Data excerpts
━━━

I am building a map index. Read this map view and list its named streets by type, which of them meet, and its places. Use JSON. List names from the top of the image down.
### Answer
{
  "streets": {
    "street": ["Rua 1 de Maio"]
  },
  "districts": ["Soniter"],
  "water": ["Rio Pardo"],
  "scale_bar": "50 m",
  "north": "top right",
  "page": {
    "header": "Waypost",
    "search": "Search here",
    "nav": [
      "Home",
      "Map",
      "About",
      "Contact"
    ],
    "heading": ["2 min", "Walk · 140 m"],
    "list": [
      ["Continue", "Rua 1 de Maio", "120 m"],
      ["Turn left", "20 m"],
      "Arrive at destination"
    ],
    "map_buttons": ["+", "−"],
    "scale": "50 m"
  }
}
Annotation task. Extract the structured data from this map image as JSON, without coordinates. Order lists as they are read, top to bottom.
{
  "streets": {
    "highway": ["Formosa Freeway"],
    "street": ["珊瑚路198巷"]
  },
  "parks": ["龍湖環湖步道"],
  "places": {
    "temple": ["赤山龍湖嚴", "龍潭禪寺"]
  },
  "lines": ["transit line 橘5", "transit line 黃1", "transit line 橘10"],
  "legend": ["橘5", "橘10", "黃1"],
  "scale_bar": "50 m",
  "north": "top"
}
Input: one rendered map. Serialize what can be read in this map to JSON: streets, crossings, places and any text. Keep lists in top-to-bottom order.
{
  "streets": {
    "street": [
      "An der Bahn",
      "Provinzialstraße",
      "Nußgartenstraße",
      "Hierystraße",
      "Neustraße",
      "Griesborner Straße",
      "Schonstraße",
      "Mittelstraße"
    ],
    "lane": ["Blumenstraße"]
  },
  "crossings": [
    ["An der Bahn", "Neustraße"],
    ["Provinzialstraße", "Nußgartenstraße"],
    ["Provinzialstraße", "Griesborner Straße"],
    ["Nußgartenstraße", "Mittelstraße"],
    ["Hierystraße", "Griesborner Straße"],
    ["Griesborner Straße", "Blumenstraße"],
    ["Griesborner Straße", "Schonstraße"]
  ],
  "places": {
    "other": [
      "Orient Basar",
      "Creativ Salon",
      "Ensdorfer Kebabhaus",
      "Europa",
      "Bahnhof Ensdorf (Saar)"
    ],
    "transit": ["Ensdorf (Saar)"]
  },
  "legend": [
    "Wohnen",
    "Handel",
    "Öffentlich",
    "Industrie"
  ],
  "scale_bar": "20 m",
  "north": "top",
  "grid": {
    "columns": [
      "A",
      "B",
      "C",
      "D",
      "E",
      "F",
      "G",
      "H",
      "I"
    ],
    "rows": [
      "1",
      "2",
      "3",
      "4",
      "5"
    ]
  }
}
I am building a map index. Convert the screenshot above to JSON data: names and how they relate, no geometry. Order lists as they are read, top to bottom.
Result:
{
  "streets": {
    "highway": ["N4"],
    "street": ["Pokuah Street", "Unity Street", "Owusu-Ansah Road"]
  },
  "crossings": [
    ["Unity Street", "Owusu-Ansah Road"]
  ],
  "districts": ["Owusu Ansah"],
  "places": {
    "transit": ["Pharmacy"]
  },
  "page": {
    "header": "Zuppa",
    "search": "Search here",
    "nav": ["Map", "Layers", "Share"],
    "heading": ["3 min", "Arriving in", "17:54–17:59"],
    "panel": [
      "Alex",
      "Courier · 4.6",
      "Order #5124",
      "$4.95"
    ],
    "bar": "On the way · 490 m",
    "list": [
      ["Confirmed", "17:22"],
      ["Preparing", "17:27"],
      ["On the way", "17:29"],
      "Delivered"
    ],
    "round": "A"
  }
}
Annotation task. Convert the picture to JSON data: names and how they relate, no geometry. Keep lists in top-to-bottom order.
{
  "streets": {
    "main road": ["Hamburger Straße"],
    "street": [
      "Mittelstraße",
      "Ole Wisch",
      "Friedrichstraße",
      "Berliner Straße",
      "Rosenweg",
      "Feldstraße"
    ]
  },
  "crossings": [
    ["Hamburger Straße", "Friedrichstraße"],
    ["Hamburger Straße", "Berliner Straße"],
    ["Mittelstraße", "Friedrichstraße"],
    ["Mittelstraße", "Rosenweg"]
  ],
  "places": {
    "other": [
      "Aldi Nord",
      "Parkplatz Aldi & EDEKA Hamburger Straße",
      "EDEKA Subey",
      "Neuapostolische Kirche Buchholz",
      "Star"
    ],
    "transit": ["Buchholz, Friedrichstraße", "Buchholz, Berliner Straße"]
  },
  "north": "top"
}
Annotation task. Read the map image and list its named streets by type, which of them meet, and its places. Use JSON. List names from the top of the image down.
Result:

━━━

**Task brief:** Return the data in its entirety, exactly as given.

**Result below:**
I am building a map index. Read this map view and list its named streets by type, which of them meet, and its places. Use JSON. List names from the top of the image down.
### Answer
{
  "streets": {
    "street": ["Rua 1 de Maio"]
  },
  "districts": ["Soniter"],
  "water": ["Rio Pardo"],
  "scale_bar": "50 m",
  "north": "top right",
  "page": {
    "header": "Waypost",
    "search": "Search here",
    "nav": [
      "Home",
      "Map",
      "About",
      "Contact"
    ],
    "heading": ["2 min", "Walk · 140 m"],
    "list": [
      ["Continue", "Rua 1 de Maio", "120 m"],
      ["Turn left", "20 m"],
      "Arrive at destination"
    ],
    "map_buttons": ["+", "−"],
    "scale": "50 m"
  }
}
Annotation task. Extract the structured data from this map image as JSON, without coordinates. Order lists as they are read, top to bottom.
{
  "streets": {
    "highway": ["Formosa Freeway"],
    "street": ["珊瑚路198巷"]
  },
  "parks": ["龍湖環湖步道"],
  "places": {
    "temple": ["赤山龍湖嚴", "龍潭禪寺"]
  },
  "lines": ["transit line 橘5", "transit line 黃1", "transit line 橘10"],
  "legend": ["橘5", "橘10", "黃1"],
  "scale_bar": "50 m",
  "north": "top"
}
Input: one rendered map. Serialize what can be read in this map to JSON: streets, crossings, places and any text. Keep lists in top-to-bottom order.
{
  "streets": {
    "street": [
      "An der Bahn",
      "Provinzialstraße",
      "Nußgartenstraße",
      "Hierystraße",
      "Neustraße",
      "Griesborner Straße",
      "Schonstraße",
      "Mittelstraße"
    ],
    "lane": ["Blumenstraße"]
  },
  "crossings": [
    ["An der Bahn", "Neustraße"],
    ["Provinzialstraße", "Nußgartenstraße"],
    ["Provinzialstraße", "Griesborner Straße"],
    ["Nußgartenstraße", "Mittelstraße"],
    ["Hierystraße", "Griesborner Straße"],
    ["Griesborner Straße", "Blumenstraße"],
    ["Griesborner Straße", "Schonstraße"]
  ],
  "places": {
    "other": [
      "Orient Basar",
      "Creativ Salon",
      "Ensdorfer Kebabhaus",
      "Europa",
      "Bahnhof Ensdorf (Saar)"
    ],
    "transit": ["Ensdorf (Saar)"]
  },
  "legend": [
    "Wohnen",
    "Handel",
    "Öffentlich",
    "Industrie"
  ],
  "scale_bar": "20 m",
  "north": "top",
  "grid": {
    "columns": [
      "A",
      "B",
      "C",
      "D",
      "E",
      "F",
      "G",
      "H",
      "I"
    ],
    "rows": [
      "1",
      "2",
      "3",
      "4",
      "5"
    ]
  }
}
I am building a map index. Convert the screenshot above to JSON data: names and how they relate, no geometry. Order lists as they are read, top to bottom.
Result:
{
  "streets": {
    "highway": ["N4"],
    "street": ["Pokuah Street", "Unity Street", "Owusu-Ansah Road"]
  },
  "crossings": [
    ["Unity Street", "Owusu-Ansah Road"]
  ],
  "districts": ["Owusu Ansah"],
  "places": {
    "transit": ["Pharmacy"]
  },
  "page": {
    "header": "Zuppa",
    "search": "Search here",
    "nav": ["Map", "Layers", "Share"],
    "heading": ["3 min", "Arriving in", "17:54–17:59"],
    "panel": [
      "Alex",
      "Courier · 4.6",
      "Order #5124",
      "$4.95"
    ],
    "bar": "On the way · 490 m",
    "list": [
      ["Confirmed", "17:22"],
      ["Preparing", "17:27"],
      ["On the way", "17:29"],
      "Delivered"
    ],
    "round": "A"
  }
}
Annotation task. Convert the picture to JSON data: names and how they relate, no geometry. Keep lists in top-to-bottom order.
{
  "streets": {
    "main road": ["Hamburger Straße"],
    "street": [
      "Mittelstraße",
      "Ole Wisch",
      "Friedrichstraße",
      "Berliner Straße",
      "Rosenweg",
      "Feldstraße"
    ]
  },
  "crossings": [
    ["Hamburger Straße", "Friedrichstraße"],
    ["Hamburger Straße", "Berliner Straße"],
    ["Mittelstraße", "Friedrichstraße"],
    ["Mittelstraße", "Rosenweg"]
  ],
  "places": {
    "other": [
      "Aldi Nord",
      "Parkplatz Aldi & EDEKA Hamburger Straße",
      "EDEKA Subey",
      "Neuapostolische Kirche Buchholz",
      "Star"
    ],
    "transit": ["Buchholz, Friedrichstraße", "Buchholz, Berliner Straße"]
  },
  "north": "top"
}
Annotation task. Read the map image and list its named streets by type, which of them meet, and its places. Use JSON. List names from the top of the image down.
Result:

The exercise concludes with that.